Re: [GIT PULL] bcachefs fixes for 6.16-rc3

Kent Overstreet <kent.overstreet@xxxxxxxxx> · Sat, 21 Jun 2025 19:46:49 -0400

Thanks for the report.

I'd like to add, bcachefs is the _lot_ of people investing a ton of time
QAing this thing. There are a lot of users like Jérôme that I've worked
with for extended periods tracking down all sorts of crazy stuff, and I
thank them for their patience and all their help.

It's been a true community effort.

On Sat, Jun 21, 2025 at 05:07:51PM -0400, Jérôme Poulin wrote:
> The filesystem is very resilient at being rebooted anywhere, anytime.
> It went through many random resets during any of..  fsck repairs, fsck
> rebuilding the btree from scratch, upgrades, in the middle of snapshot
> operations, while replaying journal.  It just always recovers at
> places I wouldn't expect to be able to hit the power switch. Worst
> case, it mounted read-only and needed fsck but could always be mounted
> read-only.

That's the dream :)

I don't think the filesystem should ever fail in a way that leads to
data loss, and I think this is a more than achievable goal.

> Where things get a bit more touchy is when combining all those
> features together;  operations tend to be a bit "racy" between each
> other and tend to lock up when there's multiple features running/being
> used in parallel.  I think this is where we get to the "move fast
> break things" part of the filesystem.  The foundation is solid, read,
> write, inode creations/suppression, bucket management, all basic posix
> operations, checksums, scrub, device addition.

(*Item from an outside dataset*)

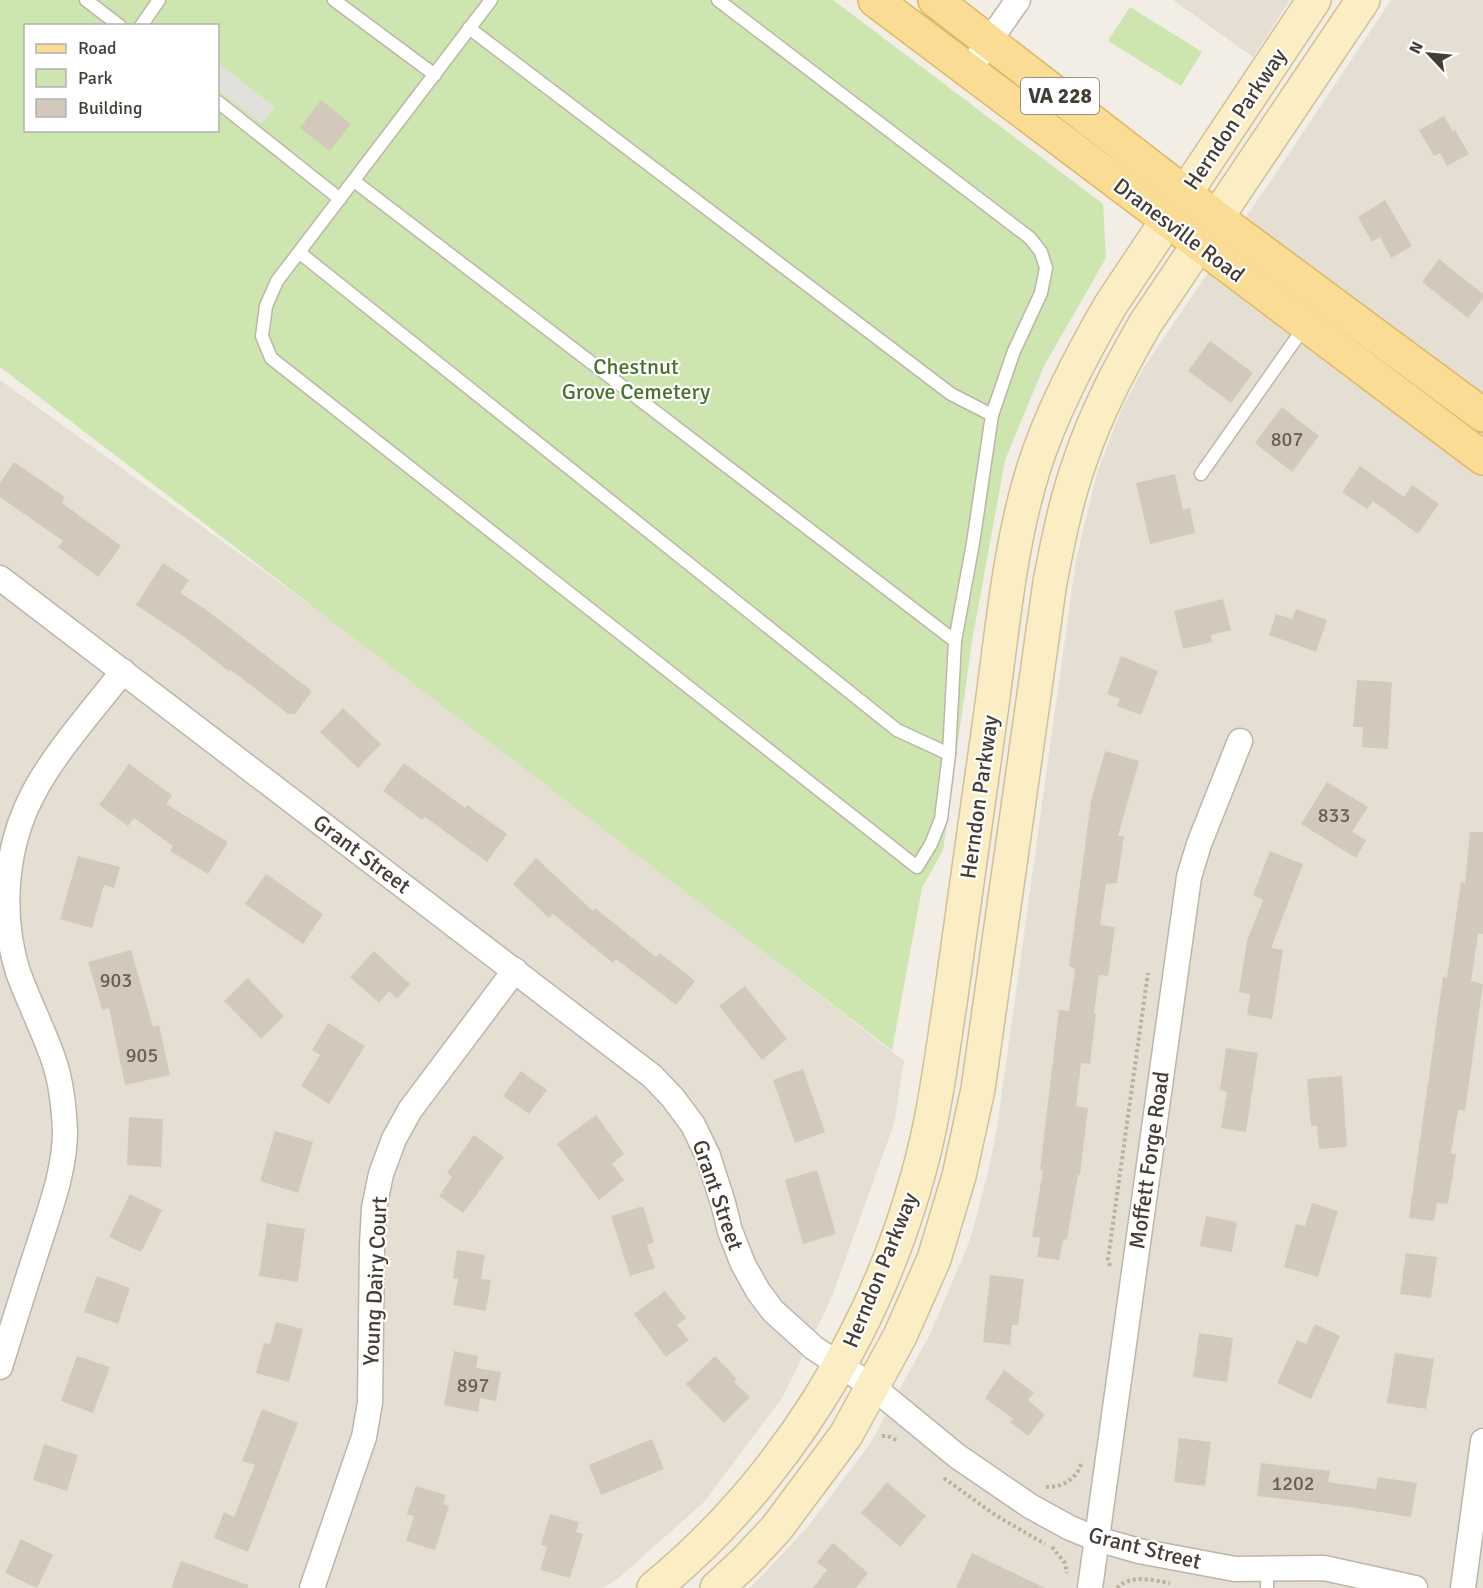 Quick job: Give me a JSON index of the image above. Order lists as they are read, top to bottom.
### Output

Many of the
> bcachefs-specific operations are stable, being able to set compression
> and replication level and data target per folder is awesome stuff and
> works well.

It's not "move fast and break things", we haven't had a problem with
regressions that I've seen.

It's just a project with massive scope, and it takes awhile to find all
the corner cases and make sure there's no pathalogical behaviour in any
scenario.

> From my experience, what is less polished are; snapshots and snapshot
> operations, reflink, nocow, multiprocess heavy workloads, those seem
> to be where the "experimental" part of the filesystem goes into the
> spotlight.

This mostly fits with what I've been seeing; exception being that I
haven't seen any major issues with reflink in ages (you mentioned a
reflink corruption earlier, are you sure that was reflink?).

And rebalance (background data movement) has taken awhile to make
polished, and we're still not done - I think as of 6.16 we've got all
the outright bugs I know of fixed, but there's still behaviour that's
less than ideal (charitably) - if you ask it to move more data to a
target than fits, it'll spin (no longer wasting IO, though). That one
needs some real work to fix properly - another auxiliary index of
"pending" extents, extents that rebalance would like to move but can't
until something changes.

Re: multiprocess workloads, those livelock-ish behaviour have been the
most problematic to track down - but we made some recent progress on
understanding where they're coming from, and the new btree iterator
tracepoints should help.

The new error_throw tracepoint is also already proving useful for
tracking down wonky behaviour (just not the one you're talking about).

> I've been running rotating snapshots on many machines, it
> works well until it doesn't and I need to reboot or fsck. Reflink
> before 6.14 seemed a bit hacky and can result in errors. Nocow tends
> to lock up but isn't really useful with bcachefs anyway. Maybe
> casefolding which might not be fully tested yet. Those are the true
> experimental features and aren't really labelled as such.

Casefolding still has a strange rename bug. Some of the recent self
healing work was partly to make it easier to track down - we now will
notice that something went wrong and pop a fsck error on the first 'ls'
of an improperly renamed dirent.

> We can always say "yes, this is fixed in master, this is fixed in
> 6.XX-rc4" but it is still experimental and tends to be what causes the
> most pain right now.  I think this needs to be communicated more
> clearly. If the filesystem goes off experimental, I think a subset of
> features should be gated by filesystem options to reduce the need for
> big and urgent rc patches.

Yeah, this is coming up more as the userbase grows.

For the moment doing more backports is infeasible due to sheer volume,
but I expect this to be changing soon - 6.17 is when I expect to start
doing more backports.

> The problem is...  when the experimental label is removed, it needs to
> be very clear that users aren't expected to be running the latest rc
> and master branch.  All the features marked as stable should have
> settled enough that there won't be 6 users requiring a developer to
> mount their filesystem read-write or recover files from a catastrophic
> race condition.

Correct. Stable backports will start happening _before_ the experimental
is lifted

> This is where communication needs to be clear, bcachefs website,
> tools, options; should all clearly label features that might require
> someone to ask a developer's help or to run the latest release
> candidate or a debug version of the kernel.

Everything just needs to be solid before the experimental label is
lifted. I don't want users to have to check a website to know what's
safe to use.